The U.S. Department of Labor Office of Federal Contract Compliance Programs (OFCCP) just announced sweeping changes to the rules for federal government contractors that are required to prepare and maintain affirmative action plans for veterans and individuals with disabilities. The final rules expand contractors’ current obligations for maintaining a written affirmative action plan and impose new requirements for data collection and reporting on applicants, new hires and existing employees and the setting of benchmarks and goals for the hiring of protected veterans and individuals with disabilities.
The Final Rule under Section 503 of the Rehabilitation Act establishes a nationwide 7% utilization goal for qualified individuals with disabilities. Contractors will be required to apply the goal to each job group, or the entire workforce if it has 100 or fewer employees. Data will have to be collected for applicants and new hires to identify individuals with disabilities and to perform certain annual analyses comparing applicants with new hires as well as a utilization analysis of the current workforce. Contractors will be required to establish specific action-oriented programs to address underutilization or issues identified in the hiring process.
The Final Rule under the Vietnam Era Veterans’ Readjustment Assistance Act is aimed at improving job opportunities for protected veterans and focuses on application and hiring statistics.

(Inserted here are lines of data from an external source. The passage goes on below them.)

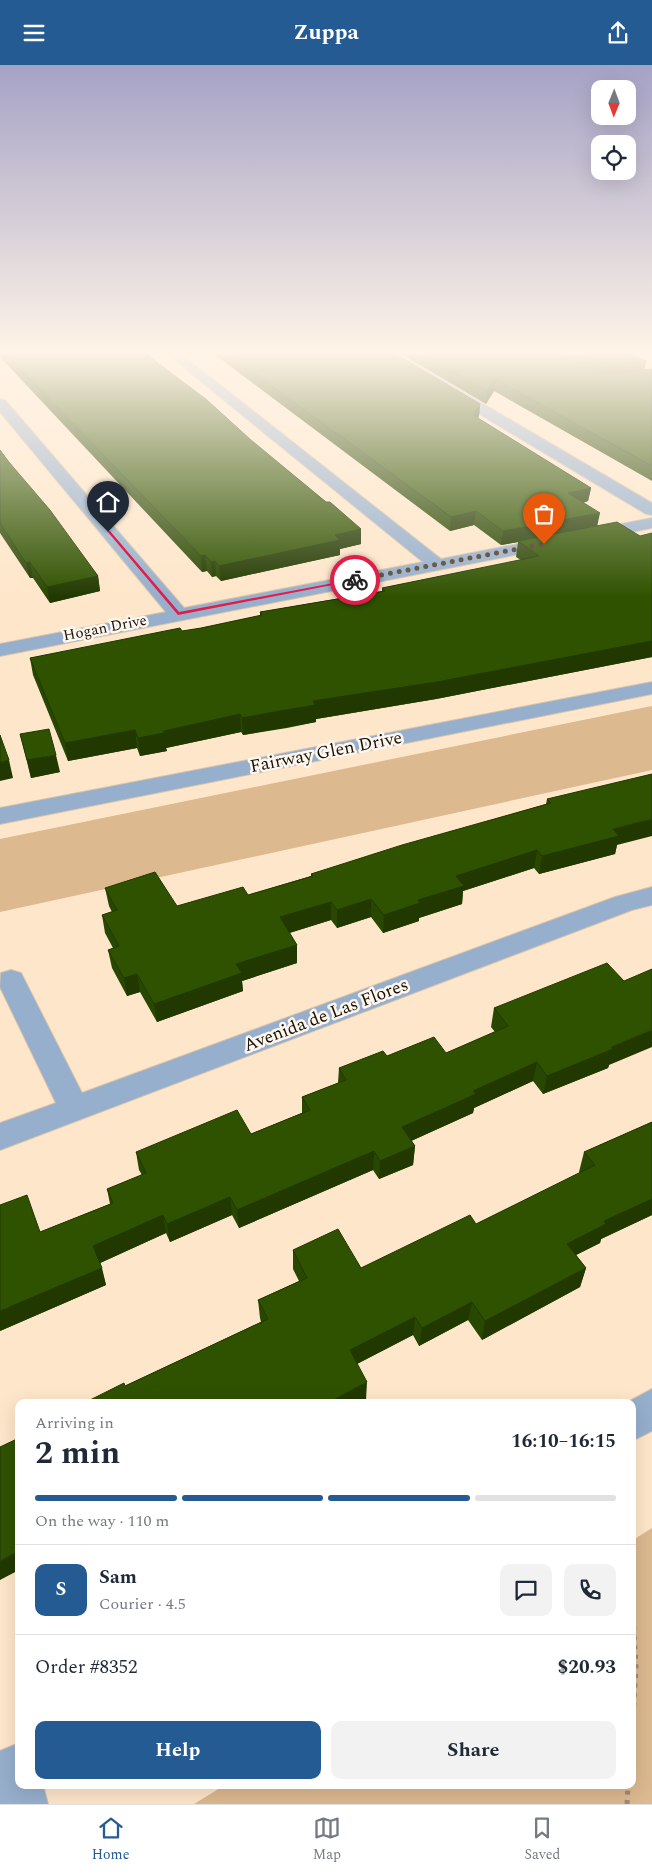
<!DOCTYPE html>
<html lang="en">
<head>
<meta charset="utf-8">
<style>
	:root { --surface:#fff; --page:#f2f2f3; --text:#1f2937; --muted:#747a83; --line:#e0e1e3; --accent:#255b93 }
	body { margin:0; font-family:Spectral,serif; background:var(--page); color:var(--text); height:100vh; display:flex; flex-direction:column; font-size:19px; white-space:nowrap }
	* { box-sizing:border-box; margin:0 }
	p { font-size:16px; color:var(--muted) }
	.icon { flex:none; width:28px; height:28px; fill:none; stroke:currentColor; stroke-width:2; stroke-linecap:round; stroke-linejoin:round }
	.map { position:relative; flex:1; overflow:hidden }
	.details { position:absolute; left:15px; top:1334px; width:621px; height:390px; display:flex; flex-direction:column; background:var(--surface); border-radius:10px; box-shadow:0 5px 20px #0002 }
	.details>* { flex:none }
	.needle { width:32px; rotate:181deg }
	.fabs { position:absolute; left:591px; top:15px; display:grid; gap:10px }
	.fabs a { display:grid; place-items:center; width:45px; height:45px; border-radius:10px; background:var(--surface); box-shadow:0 5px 20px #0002; font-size:25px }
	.pin { position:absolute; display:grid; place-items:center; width:42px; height:42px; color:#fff; margin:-51px -21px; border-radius:50% 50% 50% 0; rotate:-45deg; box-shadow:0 0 5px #0007 }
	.pin .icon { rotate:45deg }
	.courier { position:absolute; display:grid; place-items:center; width:50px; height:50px; margin:-25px; border:4px solid #e11d48; border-radius:50%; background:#fff; color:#222; box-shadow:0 1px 6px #0007 }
	.head em { font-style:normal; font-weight:700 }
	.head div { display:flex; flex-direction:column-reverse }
	.head { display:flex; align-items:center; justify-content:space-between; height:85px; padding:0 20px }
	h1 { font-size:32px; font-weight:700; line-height:38px }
	.bar { display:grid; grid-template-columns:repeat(4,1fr); gap:8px 5px; align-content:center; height:60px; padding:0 20px }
	.bar i { height:6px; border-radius:4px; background:var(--line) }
	.bar .on { background:var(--accent) }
	.bar p { grid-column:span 4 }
	.line { display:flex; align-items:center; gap:12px; padding:0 20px; border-top:1px solid var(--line) }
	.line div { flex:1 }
	.round { display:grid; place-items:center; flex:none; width:52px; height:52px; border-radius:10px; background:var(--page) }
	.action { display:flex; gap:10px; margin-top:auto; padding:10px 20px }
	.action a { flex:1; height:58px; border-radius:10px; background:var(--accent); color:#fff; font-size:20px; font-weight:700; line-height:58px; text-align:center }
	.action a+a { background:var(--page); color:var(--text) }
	header { display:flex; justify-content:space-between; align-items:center; height:65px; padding:0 20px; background:var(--accent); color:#fff; font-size:22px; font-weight:700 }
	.tab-bar { display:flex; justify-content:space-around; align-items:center; height:70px; border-top:1px solid var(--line); background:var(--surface); font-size:14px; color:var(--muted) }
	.tab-bar a { display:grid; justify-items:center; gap:2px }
	.tab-bar .on { color:var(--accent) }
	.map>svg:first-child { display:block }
	.green { fill:#dcb98f }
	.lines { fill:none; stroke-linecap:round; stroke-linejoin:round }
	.minor-casing { stroke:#dac4aa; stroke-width:2 }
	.tertiary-casing { stroke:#dac4aa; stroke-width:2 }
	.path { stroke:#9d8b76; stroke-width:5; stroke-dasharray:4 5.5; stroke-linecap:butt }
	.minor { fill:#96afcc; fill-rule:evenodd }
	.tertiary { fill:#96afcc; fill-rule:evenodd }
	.wall { fill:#284700 }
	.shaded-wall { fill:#213900 }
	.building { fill:#2f5200; stroke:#213900 }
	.route { fill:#e11d48 }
	.done { stroke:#6a5b49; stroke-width:5; stroke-dasharray:0 9 }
	.labels { text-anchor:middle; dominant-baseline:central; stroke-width:5; stroke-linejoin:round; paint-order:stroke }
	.far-street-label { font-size:15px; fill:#1a1004; stroke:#fdf7ef }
	.street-label { font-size:18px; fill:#1a1004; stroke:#fdf7ef }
</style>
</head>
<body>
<header><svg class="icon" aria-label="menu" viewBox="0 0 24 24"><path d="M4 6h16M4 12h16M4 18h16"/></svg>Zuppa<svg class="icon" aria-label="share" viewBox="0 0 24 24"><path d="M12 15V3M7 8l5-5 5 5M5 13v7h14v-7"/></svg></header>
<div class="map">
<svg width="652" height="1739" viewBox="0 0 652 1739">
	<rect width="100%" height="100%" fill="#fee6ca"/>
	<g class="green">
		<path d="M652 641V705L0 847V774Z"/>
		<path d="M652 1463V1739H194L225 1720H632L633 1475Z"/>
	</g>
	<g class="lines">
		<g class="minor-casing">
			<g id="minor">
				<path d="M167 289H181L441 494 652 453V463L0 591V579L166 547 0 347V334L5 335 184 543 423 497Z"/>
				<path d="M383 289H398L652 438V450L646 449 384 292Z"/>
				<path d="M652 617V629L0 759V743Z"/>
				<path d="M652 822V840L632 845 0 1085V1058L56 1038 0 922 1 908 11 905 21 908 82 1028 615 832Z"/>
				<path d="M15 1680 19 1681V1720H43L48 1739H0V1686Z"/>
			</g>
		</g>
		<g class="tertiary-casing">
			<g id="tertiary">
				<path d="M652 1324V1366L632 1376V1338H626Z"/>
				<path d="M19 1678V1720H34L0 1736V1686Z"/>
			</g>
		</g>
		<g class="path">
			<path d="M632 1533 636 1602 632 1671"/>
			<path d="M627 1739 628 1720"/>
		</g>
		<use href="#minor" class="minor"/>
		<use href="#tertiary" class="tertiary"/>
	</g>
	<g class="wall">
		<path d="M0 289H150V292L326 437 361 464V479L340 484V490L221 516 216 511 212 512 207 506 202 507 0 292Z"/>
		<path d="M214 289H395L480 339 479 351 478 353 591 423 588 436 583 438 598 461 640 471 652 468V592L436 634 316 654V657L287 663 243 670 241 667 166 683 167 686 140 691 137 683 68 696 33 610 30 593 201 563 260 551V547L382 526V523L521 495 516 492 518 477 501 480 474 460 450 466Z"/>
		<path d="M401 289H631L646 296 644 305 652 304V416L494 326 486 339Z"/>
		<path d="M0 385 98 511 100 526 50 538 33 513H30L0 468Z"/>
		<path d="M20 669 60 707 31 713Z"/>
		<path d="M547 734 617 780 615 789 539 809 534 803 463 826 462 839 419 853V856L383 868 371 852 337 863 331 855 289 868 297 880V898L242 916 243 926 157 957 140 927 127 931 112 903 108 885 113 883 105 868 102 850 112 847 109 841 105 823 177 841 248 830 311 811V809L546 739Z"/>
		<path d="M494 943 609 1000 608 1003 543 1029 533 1016 474 1043 473 1048 411 1076 415 1081 413 1100 379 1114 373 1105 239 1163 232 1150 170 1177 166 1168 100 1198 106 1220 0 1266 40 1167 110 1139 107 1124 142 1110 139 1105 136 1087 251 1069 302 1048V1032L338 1018 339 1003 387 991 446 988 495 967 491 962Z"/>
		<path d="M652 1057V1150L601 1174 600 1178 576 1190 586 1203 580 1222 482 1275 468 1255 419 1281 413 1270 357 1299 366 1335 361 1338H84L125 1321 261 1257 260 1253 258 1235 299 1216 293 1204V1185L361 1203 476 1159 580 1108 579 1107 584 1087Z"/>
	</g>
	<g class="shaded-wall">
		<path d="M646 296 644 307 608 311 610 299Z"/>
		<path d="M495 314 494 326 486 339 487 326Z"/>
		<path d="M480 339 479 351 472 362 473 350Z"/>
		<path d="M591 423 588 436 566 442 568 428Z"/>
		<path d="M476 446 474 460 450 466 451 452Z"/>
		<path d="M600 448 597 462 518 476V477L501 480 503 466Z"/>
		<path d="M361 464V479L340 484V490L221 516 219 501 335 470Z"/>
		<path d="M205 490 207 506 202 507 201 491Z"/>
		<path d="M215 496 216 511 212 512 211 497Z"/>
		<path d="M30 497 33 513H30L26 498Z"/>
		<path d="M98 511 100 526 50 538 47 522Z"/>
		<path d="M652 576V592L436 634 316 654V657L243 670 242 653 313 636Z"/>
		<path d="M240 649 241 667 166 683 167 686 140 691 138 673 164 666Z"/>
		<path d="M135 665 137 683 68 696 65 678Z"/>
		<path d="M56 690 60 707 31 713 27 695Z"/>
		<path d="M9 695 13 713 0 716V697Z"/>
		<path d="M652 754V771L617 780 615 789 539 809 542 791 613 764Z"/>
		<path d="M537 785 534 803 463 826 462 839 419 853V856L383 868 384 850 418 835 456 811Z"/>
		<path d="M371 834V852L337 863V845Z"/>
		<path d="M331 837V855L280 871V852Z"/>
		<path d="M297 880V898L242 916 243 926 157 957 154 939 236 899Z"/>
		<path d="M137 909 140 927 127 931 124 913Z"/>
		<path d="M652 965V982L609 1000 608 1003 543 1029 547 1011 611 982Z"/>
		<path d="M537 997 533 1016 474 1043 473 1048 400 1081 402 1062 473 1026Z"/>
		<path d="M415 1081 413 1100 379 1114 380 1096Z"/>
		<path d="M374 1086 373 1105 239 1163 237 1145Z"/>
		<path d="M230 1132 232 1150 170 1177 167 1159Z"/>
		<path d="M652 1134V1150L601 1174 600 1178 562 1197 567 1179 604 1156Z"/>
		<path d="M163 1150 166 1168 98 1199 93 1181Z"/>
		<path d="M102 1203 106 1220 0 1266V1246Z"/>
		<path d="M586 1203 580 1222 482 1275 485 1256Z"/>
		<path d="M472 1237 468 1255 419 1281 422 1263Z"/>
		<path d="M415 1252 413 1270 349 1303 350 1285Z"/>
		<path d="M367 1317 366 1335 361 1338H328Z"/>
		<path d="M19 1486V1505L0 1515V1496Z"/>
	</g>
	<g class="building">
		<path d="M6 289H146L207 335 251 375 326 437H330L361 464 335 470 340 475 219 501 215 496 211 497 205 490 201 491Z"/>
		<path d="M228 289H395L480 339 473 350 591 423 568 428 600 448 503 466 476 446 451 452Z"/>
		<path d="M422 289H561L586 302 610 309 652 304V401L495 314 487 326Z"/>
		<path d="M582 289H631L646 296 610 299 594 295Z"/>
		<path d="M0 385 8 396 50 445 98 511 47 522 30 497 26 498 0 458Z"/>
		<path d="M617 457 640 471 652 468V576L437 617 313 636 315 640 286 645 242 653 240 649 164 666V668L138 673 135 665 65 678 30 593 180 563 182 566 201 563 262 550 260 547 385 526 382 523 539 491 518 476Z"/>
		<path d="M49 664 56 690 27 695 20 669Z"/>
		<path d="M0 670 9 695 0 697Z"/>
		<path d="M652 709V754L613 764 619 771 542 791 537 785 456 811 464 821 418 835 420 838 384 850 371 834 337 845 331 837 280 852 297 880 236 899 242 908 154 939 137 909 124 913 108 885 119 881 102 850 117 845 105 823 155 807 177 841 243 822 248 830 313 811 311 809 402 780 551 738 547 734Z"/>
		<path d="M607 898 624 916 652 904V965L611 982 613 984 547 1011 537 997 473 1026 476 1029 402 1062 415 1081 380 1096 374 1086 237 1145 230 1132 167 1159 163 1150 93 1181 102 1203 0 1246V1140L27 1130 40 1167 113 1138 107 1124 146 1108 136 1087 237 1045 251 1069 310 1045 302 1032 346 1015 339 1003 383 986 387 991 434 972 446 988 508 961 494 943Z"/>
		<path d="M652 1057V1134L604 1156 606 1159 567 1179 586 1203 485 1256 472 1237 422 1263 415 1252 350 1285 367 1317 328 1338H84L124 1318 125 1321 268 1254 258 1235 307 1213 293 1185 338 1164 361 1203 470 1150 476 1159 595 1100 584 1087Z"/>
		<path d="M19 1373V1486L0 1496V1382Z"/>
	</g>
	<linearGradient id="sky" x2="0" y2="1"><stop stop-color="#a5a2c6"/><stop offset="0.54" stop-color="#fff4e7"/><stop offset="1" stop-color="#fff4e7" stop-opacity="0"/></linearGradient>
	<rect width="652" height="532" fill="url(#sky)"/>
	<path class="route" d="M107 466H110L179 547 355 514 358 515 178 550Z"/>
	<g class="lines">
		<path class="done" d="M355 515 544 479"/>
	</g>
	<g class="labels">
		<g class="far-street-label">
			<text transform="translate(105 563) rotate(-11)">Hogan Drive</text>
		</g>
		<g class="street-label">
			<text transform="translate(326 687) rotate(-11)">Fairway Glen Drive</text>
			<text transform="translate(326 950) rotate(-21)">Avenida de Las Flores</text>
		</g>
	</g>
</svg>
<div class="fabs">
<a><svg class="needle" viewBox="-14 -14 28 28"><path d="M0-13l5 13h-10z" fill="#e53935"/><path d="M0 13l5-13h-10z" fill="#747a83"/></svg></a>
<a><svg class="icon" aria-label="locate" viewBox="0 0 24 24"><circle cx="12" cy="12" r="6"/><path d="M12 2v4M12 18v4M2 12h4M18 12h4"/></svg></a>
</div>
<div class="pin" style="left:544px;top:479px;background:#ea580c"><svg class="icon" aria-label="bag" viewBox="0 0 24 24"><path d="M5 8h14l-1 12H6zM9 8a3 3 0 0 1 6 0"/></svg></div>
<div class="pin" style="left:108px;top:467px;background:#1f2937"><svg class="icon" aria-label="home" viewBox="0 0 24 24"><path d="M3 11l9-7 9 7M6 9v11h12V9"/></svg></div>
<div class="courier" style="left:355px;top:515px"><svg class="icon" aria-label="bike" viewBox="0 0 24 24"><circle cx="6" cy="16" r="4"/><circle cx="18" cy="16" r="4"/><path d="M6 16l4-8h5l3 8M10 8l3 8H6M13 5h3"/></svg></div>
<section class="details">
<div class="head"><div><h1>2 min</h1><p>Arriving in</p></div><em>16:10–16:15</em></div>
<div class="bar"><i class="on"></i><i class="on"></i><i class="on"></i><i></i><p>On the way · 110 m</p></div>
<div class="line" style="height:90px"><b class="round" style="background:var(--accent);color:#fff">S</b><div><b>Sam</b><p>Courier · 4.5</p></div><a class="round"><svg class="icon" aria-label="chat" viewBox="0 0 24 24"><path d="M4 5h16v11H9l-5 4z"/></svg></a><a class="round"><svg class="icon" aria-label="phone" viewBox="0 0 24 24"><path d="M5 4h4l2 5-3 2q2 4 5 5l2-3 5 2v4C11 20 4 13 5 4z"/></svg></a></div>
<div class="line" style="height:65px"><div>Order #8352</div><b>$20.93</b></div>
<div class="action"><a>Help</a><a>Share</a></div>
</section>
</div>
<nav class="tab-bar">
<a class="on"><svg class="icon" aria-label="home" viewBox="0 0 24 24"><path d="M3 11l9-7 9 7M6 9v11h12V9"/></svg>Home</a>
<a><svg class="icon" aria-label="map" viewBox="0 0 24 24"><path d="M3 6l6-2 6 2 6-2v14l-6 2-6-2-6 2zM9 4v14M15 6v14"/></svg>Map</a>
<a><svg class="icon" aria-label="saved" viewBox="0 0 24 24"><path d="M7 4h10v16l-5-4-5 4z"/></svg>Saved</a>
</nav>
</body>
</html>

Changes include the setting of annual hiring benchmarks for protected veterans based on data published by the Bureau of Labor Statistics and the OFCCP. Similar to the new rule for individuals with disabilities, contractors will have to collect data from applicants and new hires regarding their veteran status and perform analyses to compare application and hiring statistics.
Under both rules, employers will be required to invite applicants for employment to self-identify as individuals with disabilities and/or protected veterans at both the pre-offer and post-offer phases of the hiring process, using language that will be provided by the OFCCP. Currently, contractors are only required to ask applicants to self-identify based on gender and race, so self-identification forms will have to be revised once the OFCCP releases the required language.
The new rules will be effective 180 days after being published in the Federal Register, giving contractors approximately six months to implement the changes. Employers will have to incorporate the new requirements into their affirmative action programs for veterans and individuals with disabilities beginning with the plan year following the effective date of the regulations. Compliance with other parts of the rules will be required on the effective date, and contractors should begin updating systems to collect and process the data that will be required to prepare new plans.